In the late 1800s, the Ventana Power Company operated a sawmill near present-day Pfeiffer Big Sur State Park. They began planning to build a dam on the Big Sur River just downstream of the confluence of Ventana Creek and the Big Sur River. They hoped to sell the electricity to the City of Monterey. They built a diversion channel along the Big Sur River, but the 1906 San Francisco earthquake bankrupted the company, and they abandoned the project. The stonework from the diversion channel is still visible.

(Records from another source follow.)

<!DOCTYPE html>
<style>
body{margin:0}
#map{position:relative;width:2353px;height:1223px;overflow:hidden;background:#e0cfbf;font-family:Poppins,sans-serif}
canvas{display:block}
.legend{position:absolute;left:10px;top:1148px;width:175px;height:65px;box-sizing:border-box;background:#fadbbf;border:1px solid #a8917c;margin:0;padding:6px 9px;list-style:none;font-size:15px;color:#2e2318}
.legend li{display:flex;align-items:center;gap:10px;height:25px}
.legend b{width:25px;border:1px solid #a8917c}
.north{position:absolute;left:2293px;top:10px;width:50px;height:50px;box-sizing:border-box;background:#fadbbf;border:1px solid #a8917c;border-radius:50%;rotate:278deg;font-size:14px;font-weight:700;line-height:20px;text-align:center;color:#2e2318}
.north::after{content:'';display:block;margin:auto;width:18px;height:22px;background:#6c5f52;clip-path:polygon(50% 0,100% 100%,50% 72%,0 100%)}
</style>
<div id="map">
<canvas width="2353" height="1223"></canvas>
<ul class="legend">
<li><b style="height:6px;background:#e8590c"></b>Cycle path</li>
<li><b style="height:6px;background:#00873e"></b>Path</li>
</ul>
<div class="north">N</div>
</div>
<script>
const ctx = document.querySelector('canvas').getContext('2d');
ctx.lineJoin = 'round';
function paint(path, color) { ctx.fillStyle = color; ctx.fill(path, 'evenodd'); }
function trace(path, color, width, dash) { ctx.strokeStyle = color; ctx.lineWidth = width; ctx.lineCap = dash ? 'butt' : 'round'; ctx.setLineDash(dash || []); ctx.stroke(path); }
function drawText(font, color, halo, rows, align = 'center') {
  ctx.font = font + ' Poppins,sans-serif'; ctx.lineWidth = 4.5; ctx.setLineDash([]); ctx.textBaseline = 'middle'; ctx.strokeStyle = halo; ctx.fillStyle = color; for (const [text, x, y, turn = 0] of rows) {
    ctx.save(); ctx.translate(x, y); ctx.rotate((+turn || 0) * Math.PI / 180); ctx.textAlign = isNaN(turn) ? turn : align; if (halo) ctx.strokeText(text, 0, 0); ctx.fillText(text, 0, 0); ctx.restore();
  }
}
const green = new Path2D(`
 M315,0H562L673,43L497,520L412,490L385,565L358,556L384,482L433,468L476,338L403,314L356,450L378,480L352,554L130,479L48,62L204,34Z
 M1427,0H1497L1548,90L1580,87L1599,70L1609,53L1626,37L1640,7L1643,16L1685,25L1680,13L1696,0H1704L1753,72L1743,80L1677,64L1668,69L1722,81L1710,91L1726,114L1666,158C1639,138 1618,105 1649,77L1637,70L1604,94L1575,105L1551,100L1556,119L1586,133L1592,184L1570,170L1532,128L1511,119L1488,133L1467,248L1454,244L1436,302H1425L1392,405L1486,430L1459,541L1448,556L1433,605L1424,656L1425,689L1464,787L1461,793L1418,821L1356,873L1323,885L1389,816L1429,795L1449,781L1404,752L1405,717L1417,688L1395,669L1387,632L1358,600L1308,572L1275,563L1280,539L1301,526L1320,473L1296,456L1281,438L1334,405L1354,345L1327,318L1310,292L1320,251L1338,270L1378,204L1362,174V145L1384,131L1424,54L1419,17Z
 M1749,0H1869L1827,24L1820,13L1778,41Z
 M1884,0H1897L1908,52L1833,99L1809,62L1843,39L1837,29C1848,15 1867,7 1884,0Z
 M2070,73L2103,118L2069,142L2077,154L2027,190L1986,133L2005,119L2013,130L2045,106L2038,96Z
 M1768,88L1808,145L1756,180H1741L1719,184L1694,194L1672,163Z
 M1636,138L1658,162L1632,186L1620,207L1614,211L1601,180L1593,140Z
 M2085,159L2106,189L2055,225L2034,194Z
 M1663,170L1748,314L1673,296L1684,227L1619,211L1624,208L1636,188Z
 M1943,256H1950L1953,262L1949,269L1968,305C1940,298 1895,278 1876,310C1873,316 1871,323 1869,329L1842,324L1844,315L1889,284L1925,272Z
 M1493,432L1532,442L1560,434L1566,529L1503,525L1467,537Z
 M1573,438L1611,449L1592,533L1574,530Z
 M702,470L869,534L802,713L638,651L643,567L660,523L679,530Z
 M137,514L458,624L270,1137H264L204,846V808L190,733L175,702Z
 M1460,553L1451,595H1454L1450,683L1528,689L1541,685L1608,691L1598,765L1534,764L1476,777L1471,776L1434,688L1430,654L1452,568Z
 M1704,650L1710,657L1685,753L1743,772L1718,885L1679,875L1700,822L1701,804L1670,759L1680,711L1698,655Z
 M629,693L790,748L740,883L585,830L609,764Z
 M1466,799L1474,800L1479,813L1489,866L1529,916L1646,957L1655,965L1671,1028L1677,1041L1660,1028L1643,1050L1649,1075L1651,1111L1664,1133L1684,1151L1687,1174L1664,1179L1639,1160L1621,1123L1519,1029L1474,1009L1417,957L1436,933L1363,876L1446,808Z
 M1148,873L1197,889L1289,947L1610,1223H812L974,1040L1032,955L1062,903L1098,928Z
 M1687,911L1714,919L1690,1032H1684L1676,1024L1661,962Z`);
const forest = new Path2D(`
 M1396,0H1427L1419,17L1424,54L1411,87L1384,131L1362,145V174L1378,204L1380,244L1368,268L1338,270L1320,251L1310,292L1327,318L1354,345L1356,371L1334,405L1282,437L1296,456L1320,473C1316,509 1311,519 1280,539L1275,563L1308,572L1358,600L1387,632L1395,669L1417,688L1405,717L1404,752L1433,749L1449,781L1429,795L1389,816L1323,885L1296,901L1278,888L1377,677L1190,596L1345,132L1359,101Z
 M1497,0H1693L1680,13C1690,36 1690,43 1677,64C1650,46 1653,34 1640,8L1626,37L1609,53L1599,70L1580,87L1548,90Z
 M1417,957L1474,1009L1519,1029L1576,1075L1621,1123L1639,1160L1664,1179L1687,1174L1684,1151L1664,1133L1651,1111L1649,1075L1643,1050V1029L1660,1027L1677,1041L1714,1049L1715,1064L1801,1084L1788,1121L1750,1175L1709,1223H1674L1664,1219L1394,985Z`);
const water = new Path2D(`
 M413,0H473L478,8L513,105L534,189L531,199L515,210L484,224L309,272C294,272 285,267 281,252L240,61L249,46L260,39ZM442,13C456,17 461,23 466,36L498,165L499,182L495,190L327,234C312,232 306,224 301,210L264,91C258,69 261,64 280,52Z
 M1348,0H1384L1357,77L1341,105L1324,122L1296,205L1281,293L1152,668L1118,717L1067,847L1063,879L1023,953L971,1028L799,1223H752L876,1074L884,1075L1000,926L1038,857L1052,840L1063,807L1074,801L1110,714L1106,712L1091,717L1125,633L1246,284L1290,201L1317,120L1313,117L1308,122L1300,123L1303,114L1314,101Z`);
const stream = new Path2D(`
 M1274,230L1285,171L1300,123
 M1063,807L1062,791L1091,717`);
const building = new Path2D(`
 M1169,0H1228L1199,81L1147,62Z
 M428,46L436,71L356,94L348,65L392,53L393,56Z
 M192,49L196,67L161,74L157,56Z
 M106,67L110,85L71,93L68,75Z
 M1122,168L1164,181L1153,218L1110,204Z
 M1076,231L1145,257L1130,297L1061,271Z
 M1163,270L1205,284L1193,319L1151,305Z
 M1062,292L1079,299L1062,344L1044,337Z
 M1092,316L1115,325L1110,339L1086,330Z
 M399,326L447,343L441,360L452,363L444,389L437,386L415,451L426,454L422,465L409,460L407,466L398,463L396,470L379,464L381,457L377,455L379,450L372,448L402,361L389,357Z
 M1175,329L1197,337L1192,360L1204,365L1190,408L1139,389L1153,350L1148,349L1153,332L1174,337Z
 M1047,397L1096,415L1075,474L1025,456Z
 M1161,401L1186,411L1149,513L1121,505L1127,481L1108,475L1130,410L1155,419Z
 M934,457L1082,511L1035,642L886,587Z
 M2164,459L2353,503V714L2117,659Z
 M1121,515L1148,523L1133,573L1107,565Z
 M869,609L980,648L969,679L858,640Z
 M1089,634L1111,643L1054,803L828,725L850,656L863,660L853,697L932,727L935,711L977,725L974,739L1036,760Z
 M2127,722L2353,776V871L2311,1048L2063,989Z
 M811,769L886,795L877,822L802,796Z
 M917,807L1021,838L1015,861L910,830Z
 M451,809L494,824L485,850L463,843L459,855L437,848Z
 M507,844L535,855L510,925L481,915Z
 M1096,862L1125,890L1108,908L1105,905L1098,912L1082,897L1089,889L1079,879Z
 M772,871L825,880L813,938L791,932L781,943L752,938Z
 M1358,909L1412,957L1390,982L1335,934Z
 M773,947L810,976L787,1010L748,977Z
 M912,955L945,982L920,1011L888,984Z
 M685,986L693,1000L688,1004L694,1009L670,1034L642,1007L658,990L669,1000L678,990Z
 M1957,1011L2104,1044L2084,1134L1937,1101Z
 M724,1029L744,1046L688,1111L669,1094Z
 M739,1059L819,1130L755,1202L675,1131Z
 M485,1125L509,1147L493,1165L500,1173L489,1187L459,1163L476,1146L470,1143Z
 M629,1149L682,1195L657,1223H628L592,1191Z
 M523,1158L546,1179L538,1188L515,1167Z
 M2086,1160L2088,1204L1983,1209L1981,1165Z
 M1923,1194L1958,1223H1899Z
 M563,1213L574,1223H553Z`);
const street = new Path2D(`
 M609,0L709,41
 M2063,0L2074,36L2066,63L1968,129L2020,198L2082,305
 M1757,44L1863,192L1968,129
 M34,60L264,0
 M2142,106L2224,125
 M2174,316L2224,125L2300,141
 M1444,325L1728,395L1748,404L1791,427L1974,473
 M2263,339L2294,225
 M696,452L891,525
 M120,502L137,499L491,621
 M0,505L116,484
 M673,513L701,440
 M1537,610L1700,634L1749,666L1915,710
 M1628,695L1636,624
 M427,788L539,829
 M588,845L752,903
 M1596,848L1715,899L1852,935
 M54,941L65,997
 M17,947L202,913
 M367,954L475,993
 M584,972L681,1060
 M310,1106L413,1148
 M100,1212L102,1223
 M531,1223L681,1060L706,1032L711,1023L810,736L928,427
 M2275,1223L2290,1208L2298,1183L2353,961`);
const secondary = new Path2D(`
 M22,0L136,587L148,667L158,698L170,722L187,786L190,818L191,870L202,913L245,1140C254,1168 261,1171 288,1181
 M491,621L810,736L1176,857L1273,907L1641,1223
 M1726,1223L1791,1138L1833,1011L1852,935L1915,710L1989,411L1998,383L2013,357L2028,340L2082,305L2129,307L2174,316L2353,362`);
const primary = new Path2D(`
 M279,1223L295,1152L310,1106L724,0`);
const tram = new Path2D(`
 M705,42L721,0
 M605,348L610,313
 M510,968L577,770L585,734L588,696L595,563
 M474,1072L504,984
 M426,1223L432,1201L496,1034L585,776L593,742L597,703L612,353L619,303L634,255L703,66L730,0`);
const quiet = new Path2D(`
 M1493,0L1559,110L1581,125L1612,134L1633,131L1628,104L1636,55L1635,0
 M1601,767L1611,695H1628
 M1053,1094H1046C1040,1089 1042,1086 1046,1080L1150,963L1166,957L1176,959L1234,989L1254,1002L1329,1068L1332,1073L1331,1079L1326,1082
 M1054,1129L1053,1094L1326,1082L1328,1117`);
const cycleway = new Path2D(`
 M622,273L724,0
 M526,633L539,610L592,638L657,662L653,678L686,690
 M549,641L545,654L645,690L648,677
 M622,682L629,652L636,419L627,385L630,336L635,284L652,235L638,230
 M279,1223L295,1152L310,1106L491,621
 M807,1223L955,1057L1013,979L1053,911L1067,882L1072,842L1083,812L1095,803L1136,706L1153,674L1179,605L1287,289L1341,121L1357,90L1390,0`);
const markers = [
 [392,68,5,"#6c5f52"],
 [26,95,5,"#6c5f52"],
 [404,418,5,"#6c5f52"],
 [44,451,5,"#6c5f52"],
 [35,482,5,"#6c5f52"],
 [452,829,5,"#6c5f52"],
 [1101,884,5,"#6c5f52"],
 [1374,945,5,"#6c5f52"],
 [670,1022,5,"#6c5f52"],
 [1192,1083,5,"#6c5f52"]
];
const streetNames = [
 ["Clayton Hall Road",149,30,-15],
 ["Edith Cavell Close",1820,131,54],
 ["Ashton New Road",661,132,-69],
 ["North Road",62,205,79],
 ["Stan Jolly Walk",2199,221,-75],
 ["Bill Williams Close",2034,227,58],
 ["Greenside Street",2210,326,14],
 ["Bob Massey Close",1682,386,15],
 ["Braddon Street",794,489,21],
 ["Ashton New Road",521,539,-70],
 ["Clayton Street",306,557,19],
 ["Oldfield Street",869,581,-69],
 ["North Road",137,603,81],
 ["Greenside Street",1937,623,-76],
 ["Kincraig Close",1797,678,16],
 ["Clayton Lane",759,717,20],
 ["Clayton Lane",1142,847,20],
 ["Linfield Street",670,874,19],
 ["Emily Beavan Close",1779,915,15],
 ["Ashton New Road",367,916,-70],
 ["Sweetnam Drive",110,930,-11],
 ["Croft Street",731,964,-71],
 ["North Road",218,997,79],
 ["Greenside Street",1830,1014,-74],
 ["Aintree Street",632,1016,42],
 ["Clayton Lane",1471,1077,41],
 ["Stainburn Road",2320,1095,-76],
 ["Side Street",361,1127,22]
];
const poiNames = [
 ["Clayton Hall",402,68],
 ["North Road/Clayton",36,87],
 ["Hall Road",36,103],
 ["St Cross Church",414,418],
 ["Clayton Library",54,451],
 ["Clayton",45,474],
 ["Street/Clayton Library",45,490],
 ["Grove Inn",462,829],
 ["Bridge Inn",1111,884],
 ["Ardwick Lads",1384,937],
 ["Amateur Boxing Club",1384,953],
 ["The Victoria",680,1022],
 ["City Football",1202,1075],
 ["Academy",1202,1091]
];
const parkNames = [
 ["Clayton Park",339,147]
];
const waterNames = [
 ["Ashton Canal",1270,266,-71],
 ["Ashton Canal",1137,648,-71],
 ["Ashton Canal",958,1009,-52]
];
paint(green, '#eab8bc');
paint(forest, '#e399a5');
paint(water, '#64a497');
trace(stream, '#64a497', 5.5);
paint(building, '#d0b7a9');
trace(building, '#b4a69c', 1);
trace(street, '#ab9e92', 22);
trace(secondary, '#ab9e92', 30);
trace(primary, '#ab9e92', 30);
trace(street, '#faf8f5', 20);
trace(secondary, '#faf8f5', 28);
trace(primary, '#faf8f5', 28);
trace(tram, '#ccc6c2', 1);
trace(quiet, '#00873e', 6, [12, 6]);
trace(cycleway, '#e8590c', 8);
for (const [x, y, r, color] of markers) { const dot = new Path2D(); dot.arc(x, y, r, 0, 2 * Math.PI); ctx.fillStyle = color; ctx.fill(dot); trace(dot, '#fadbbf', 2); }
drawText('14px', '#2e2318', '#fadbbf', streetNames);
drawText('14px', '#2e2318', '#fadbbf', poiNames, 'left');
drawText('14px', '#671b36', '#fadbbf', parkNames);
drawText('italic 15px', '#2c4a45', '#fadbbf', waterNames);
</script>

== Wild and Scenic River designation ==

A 19.5 mi stretch of the river is designated as a Wild and Scenic River, from the headwaters of its north and south forks downstream to the boundary of the Ventana Wilderness.

== Vegetation ==
The vegetation of the watershed is diverse. Along the main river canyon and many side tributaries grow riparian species such as California sycamore and white alder. Extensive stands of old-growth redwood trees tower above moist canyons and north-facing slopes below approximately 2400 ft. Above the redwoods, a mixed-hardwood forest of madrone, tanoak, coast live oak, canyon oak, and occasionally ponderosa and Coulter pine predominates. The rare Santa Lucia fir, endemic to the Santa Lucia Mountains, is found scattered in small groves, including one near the confluence of the Big Sur River and Ventana Creek, the lowest elevation (600 feet) known in the wild. On higher, steep, and South-facing slopes the chaparral is found, a scrub community often dominated by chamise and manzanita. Grassland and open pine forest are found on a few ridgetops.

== Recreation ==
The popular 26 mi Pine Ridge Trail follows the Big Sur River for several miles inland. Several backcountry camps are located along the river, including Ventana Camp, Barlow Flat Camp, and Sykes Camp. Near Sykes Camp, approximately 10 mi inland, there is a hot spring. Small pools were built to impound the water above the riverbank, but floods destroyed these in 2017–18. The USFS stated that the man-made tubs were illegal impoundments that are inconsistent with the intention of a wilderness experience and will not allow them to be rebuilt.

From Sykes, the trail crosses the river, and 3 mi later reaches Redwood Camp, situated along the tributary Redwood Creek. From here, the trail climbs over 3000 ft to Pine Ridge, and enters the Carmel River watershed, eventually exiting the wilderness at China Camp. As of January 2017, the trail is closed due to damage caused by the Soberanes Fire, the result of an illegal campfire in Garrapata State Park.